In FIG. 6, each control means determines whether or not the passage opening / closing button is turned on in step ST1, and if it is turned on, initializes a timer (not shown) provided in each control means in step ST2. In step ST3, the passage opening / closing button is pressed to operate the drive motor for the moving shelf to be moved, and in step ST4, the timer is operated to measure the time in the activation section T1.

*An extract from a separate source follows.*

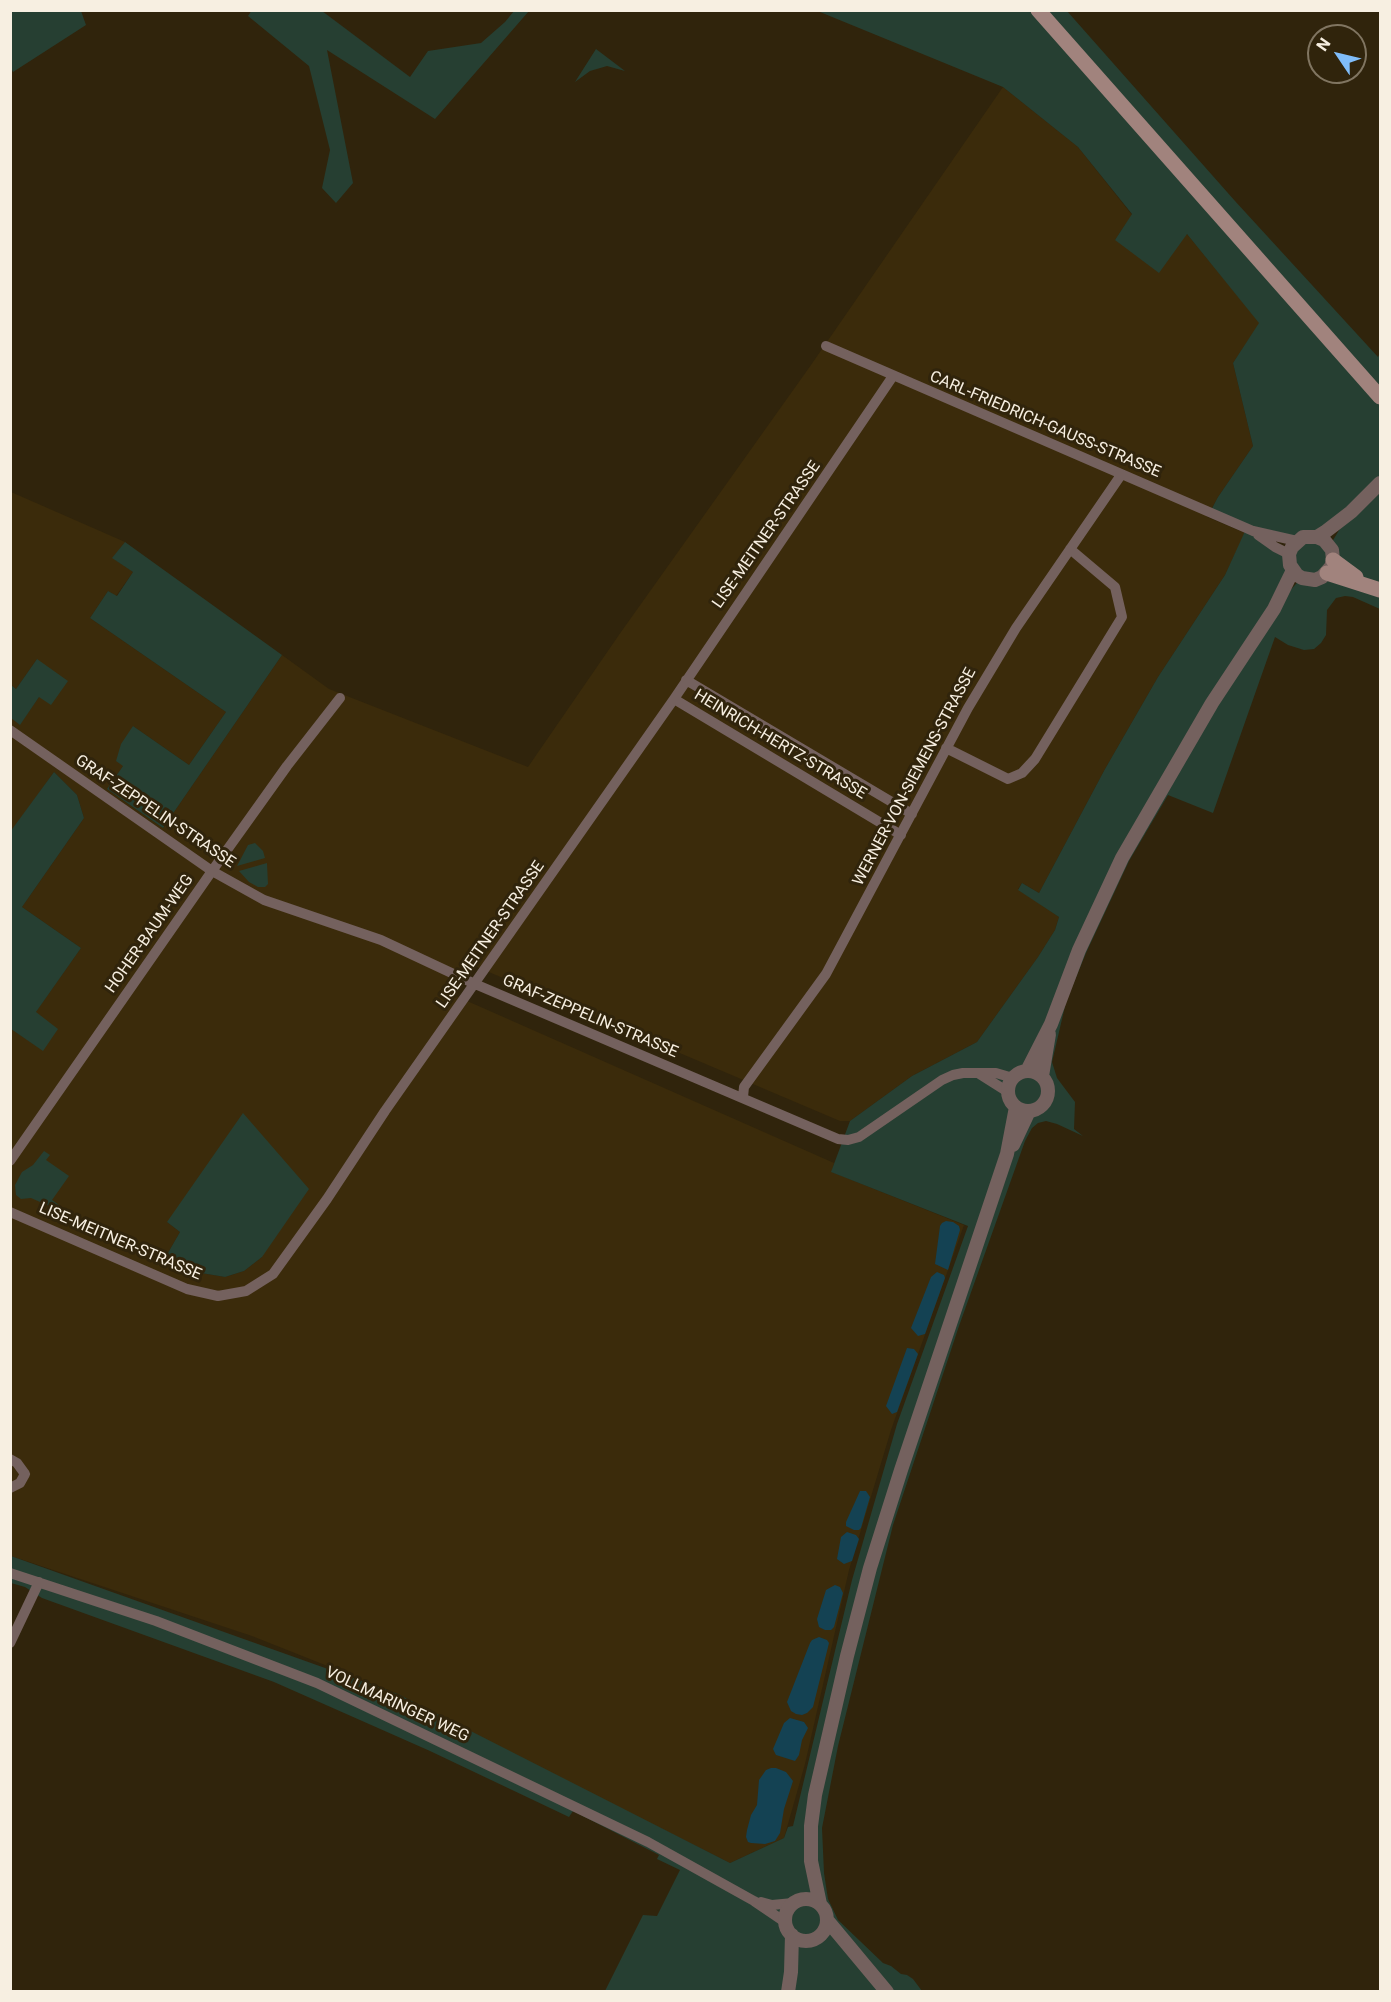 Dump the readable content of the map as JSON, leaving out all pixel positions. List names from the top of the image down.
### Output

  When the drive motor operates, in step ST5, each overload detection means detects and outputs the I / V conversion value (load information V). In step ST6, each overload determination means compares the I / V conversion value (load information V) with the overload determination value V1 to determine whether or not load information V> overload determination value V1. Here, when load information V> overload determination value V1, it is considered that the moving load of the drive motor is high at the time of start-up and the load is overloaded, and in step ST7, the operation of the drive motor is stopped to stop. Output a signal. Upon receipt of this stop signal, the control means stops the operation of the drive motor in which overload is detected in step ST8 and the drive motor operating in other cases, and recognizes the load on the display means 16 in step ST9. The warning content that prompts

  On the other hand, if load information V> overload determination value V1 is not satisfied in step ST6, it is assumed that the load at the start-up for the drive motor is within an appropriate range, and the process proceeds to step ST10 where the drive motor moves in the start-up range T1. It is determined whether or not. Here, the measurement time Ta of the timer is compared with the travel time Ta1 corresponding to the preset activation range T1, and if the measurement time Ta ≧ the travel time Ta1, the process proceeds to step ST11, and the measurement time Ta ≧ the travel time Ta1 must be satisfied. Return to step ST4.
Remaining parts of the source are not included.